Beyond Viewpoint Generalization: What Multi-View Demonstrations Offer and How to Synthesize Them for Robot Manipulation?

arXiv cs.RO / 3/31/2026

📰 NewsSignals & Early TrendsIdeas & Deep AnalysisModels & Research

Key Points

  • The paper presents a systematic study showing that multi-view demonstrations improve robot manipulation performance and single-view generalization, rather than only boosting cross-view robustness.
  • It finds non-monotonic behavior with respect to view coverage, indicating there are effective “view regimes” where performance gains are maximized.
  • The authors report that multi-view data removes scaling limits seen with single-view datasets, increases performance even after single-view saturation, and reduces overfitting.
  • A mechanistic analysis attributes gains to more manipulation-relevant visual representations, better alignment between the action head and the learned feature distribution, and improved representation learning.
  • To address the scarcity and collection difficulty of additional viewpoints, the paper introduces RoboNVS, a geometry-aware self-supervised approach that synthesizes novel-view videos from monocular inputs and improves downstream policies in both simulation and real-world experiments.

Abstract

Does multi-view demonstration truly improve robot manipulation, or merely enhance cross-view robustness? We present a systematic study quantifying the performance gains, scaling behavior, and underlying mechanisms of multi-view data for robot manipulation. Controlled experiments show that, under both fixed and randomized backgrounds, multi-view demonstrations consistently improve single-view policy success and generalization.
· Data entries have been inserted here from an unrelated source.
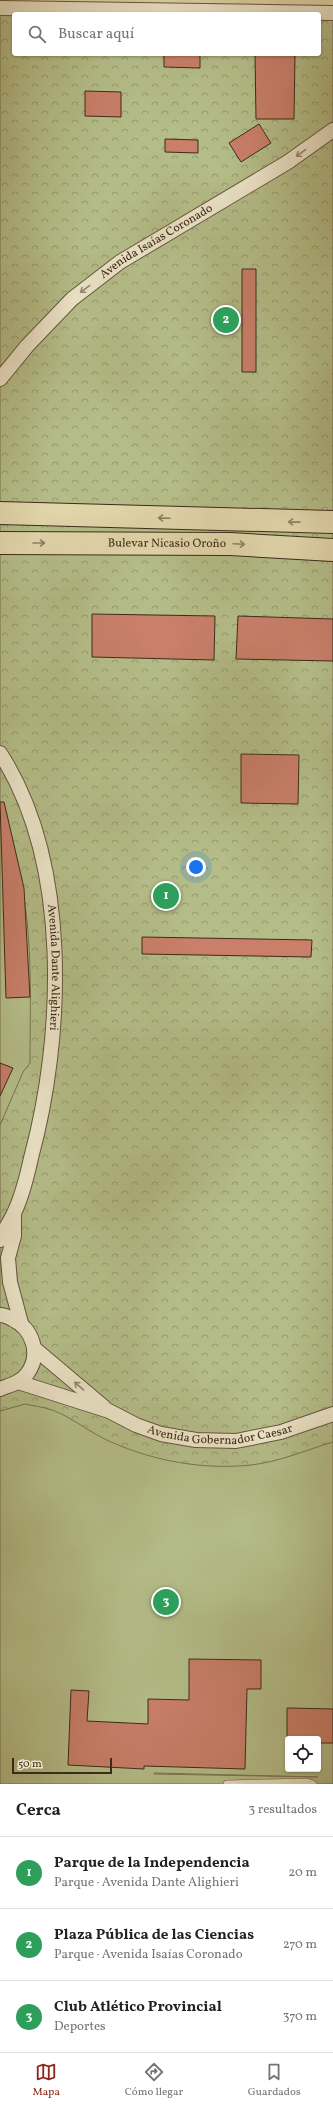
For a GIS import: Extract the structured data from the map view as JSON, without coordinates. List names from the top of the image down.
{
  "streets": {
    "main road": ["Bulevar Nicasio Oroño"],
    "street": ["Avenida Isaías Coronado", "Avenida Dante Alighieri", "Avenida Gobernador Caesar"]
  },
  "crossings": [
    ["Avenida Dante Alighieri", "Avenida Gobernador Caesar"]
  ],
  "one_way": ["Avenida Isaías Coronado"],
  "scale_bar": "50 m",
  "page": {
    "search": "Buscar aquí",
    "pins": ["2", "1", "3"],
    "scale": "50 m",
    "heading": ["Cerca", "3 resultados"],
    "list": [
      {
        "mark": "1",
        "name": "Parque de la Independencia",
        "note": "Parque · Avenida Dante Alighieri",
        "value": "20 m"
      },
      {
        "mark": "2",
        "name": "Plaza Pública de las Ciencias",
        "note": "Parque · Avenida Isaías Coronado",
        "value": "270 m"
      },
      {
        "mark": "3",
        "name": "Club Atlético Provincial",
        "note": "Deportes",
        "value": "370 m"
      }
    ],
    "nav": ["Mapa", "Cómo llegar", "Guardados"]
  }
}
Performance varies non-monotonically with view coverage, revealing effective regimes rather than a simple "more is better" trend. Notably, multi-view data breaks the scaling limitation of single-view datasets and continues to raise performance ceilings after saturation. Mechanistic analysis shows that multi-view learning promotes manipulation-relevant visual representations, better aligns the action head with the learned feature distribution, and reduces overfitting. Motivated by the importance of multi-view data and its scarcity in large-scale robotic datasets, as well as the difficulty of collecting additional viewpoints in real world settings, we propose RoboNVS, a geometry-aware self-supervised framework that synthesizes novel-view videos from monocular inputs. The generated data consistently improves downstream policies in both simulation and real-world environments.